#26* Share Your Expertise.

Chez VV YarnHave I told you my cool and cheap way of building my stash without breaking the bank?  For under $10 you can have 2-3 skeins of soft, beautiful cotton yarn in a lovely rich colours. Thick, warm chunky wools all pre-shrunk and weather-worn.  Even soft, fuzzy angoras to give you that sexy sweater look for all the right reason.

Here’s how you do it:

  • Head on over to the nearest Value Village and start cruising the sweater racks. If that’s too low rent for you, check out the sweaters in the sale racks at Old Navy, H&M, and/or the Gap.  Or what the heck, check out your closet for old sweaters that can be repurposed.
  • Find a sweater with the colour or yarn or texture you want to work with (or price you are willing to pay.)
  • Buy the largest size they have available. The bigger the size, the more yarn you get out of it.
  • Once you are home, rip out all the seams, until you have a stack of separate pieces.  I generally use a seam ripper for this, but a small sharp pair of scissors or paring knife would work too.
  • Then start ripping out the knitting, just like you would if you realized after casting off that you screwed up in the middle of your sweater.
  • More YarnBall it up and then you can start knitting something brand new.
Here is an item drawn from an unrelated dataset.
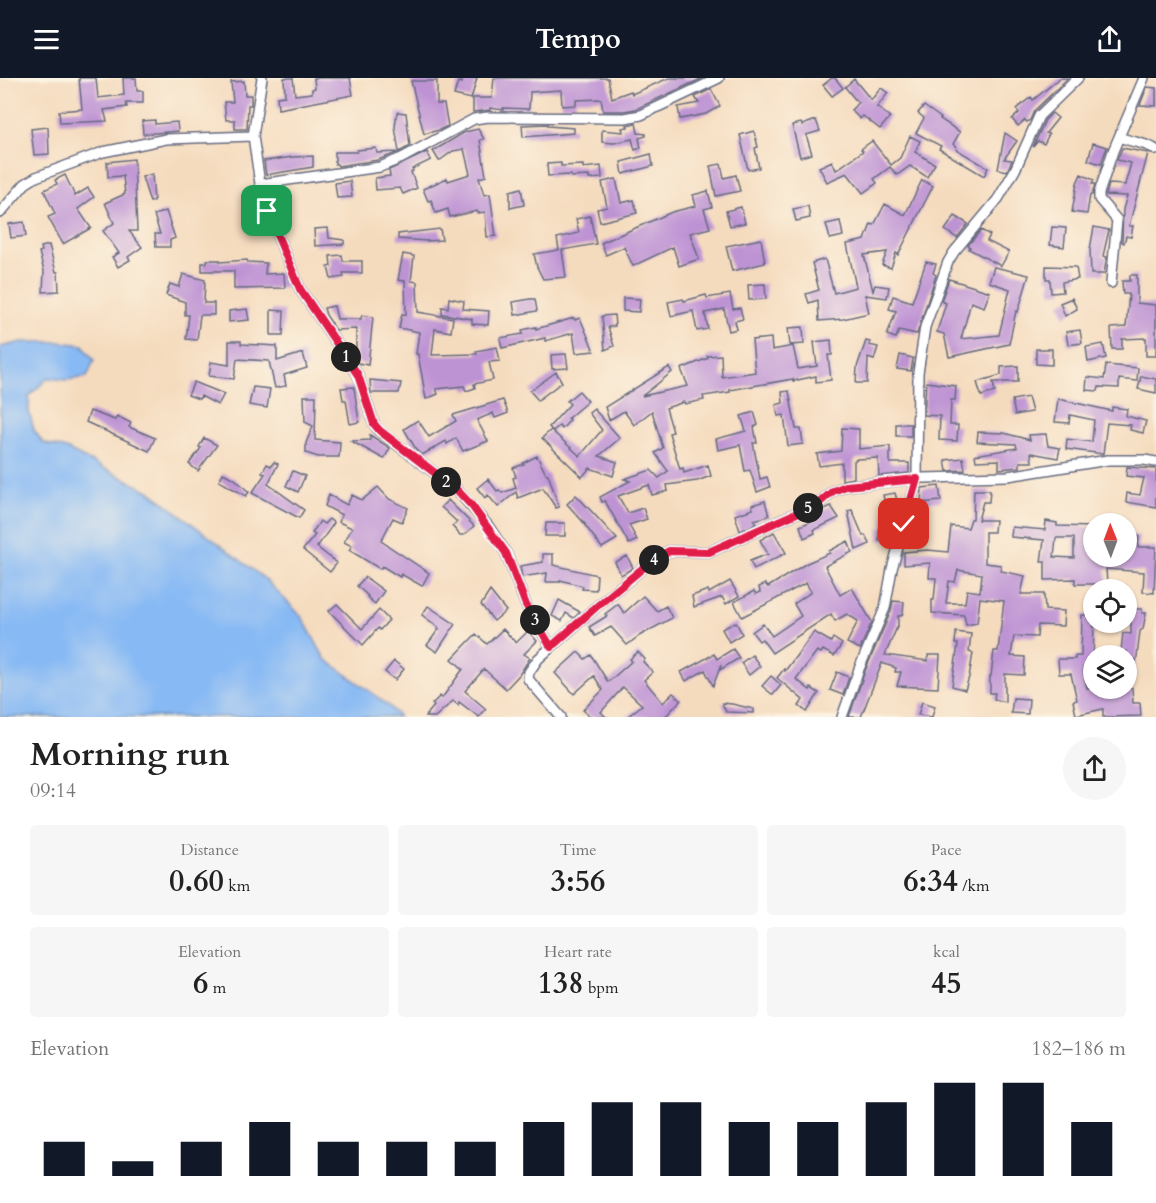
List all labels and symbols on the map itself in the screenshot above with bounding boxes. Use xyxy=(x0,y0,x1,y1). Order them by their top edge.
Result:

A couple of things to check:

  1. inspect the seams to make sure the sweater has been knit in sections which have been joined.  Some of the fine knit sweaters are cut and sewn together like fabric, so the longest strand of yarn you will get is about double the width of the sweater.
  2. sweaters are sometimes cheaper on the retail sales rack than from a second hand store and you can get almost current colours too.
  3. watch for double strand knits.  The strategy still works, but you have to pull out both strands at the same time.
  4. the collars and cuffs are sometimes sewn on as separate pieces, which you’ll need to remove before pulling it apart.


Interested in other redesign options? Value Village has a set of DIY Fashion Redesign suggestions, and a MySpace page for Redesigners too.

Lunch: skipped entirely


*Back on “No One Cares…” track, I have unilaterally decided that religiously following the list sequentially would slow me down. Besides, I had to skip #4 Exploit The Youth because I don’t have easy access to youth to exploit.

Alexa Clark

Alexa is a digital marketer and author with over 20 years in digital & interactive communications in the food and tech industries. Alexa's CheapEats Restaurant Guides, for both Toronto & Ottawa, were Canadian best sellers. She is a recognized authority on social media and has been named one of Canada's 20 Leading Women in Social Media.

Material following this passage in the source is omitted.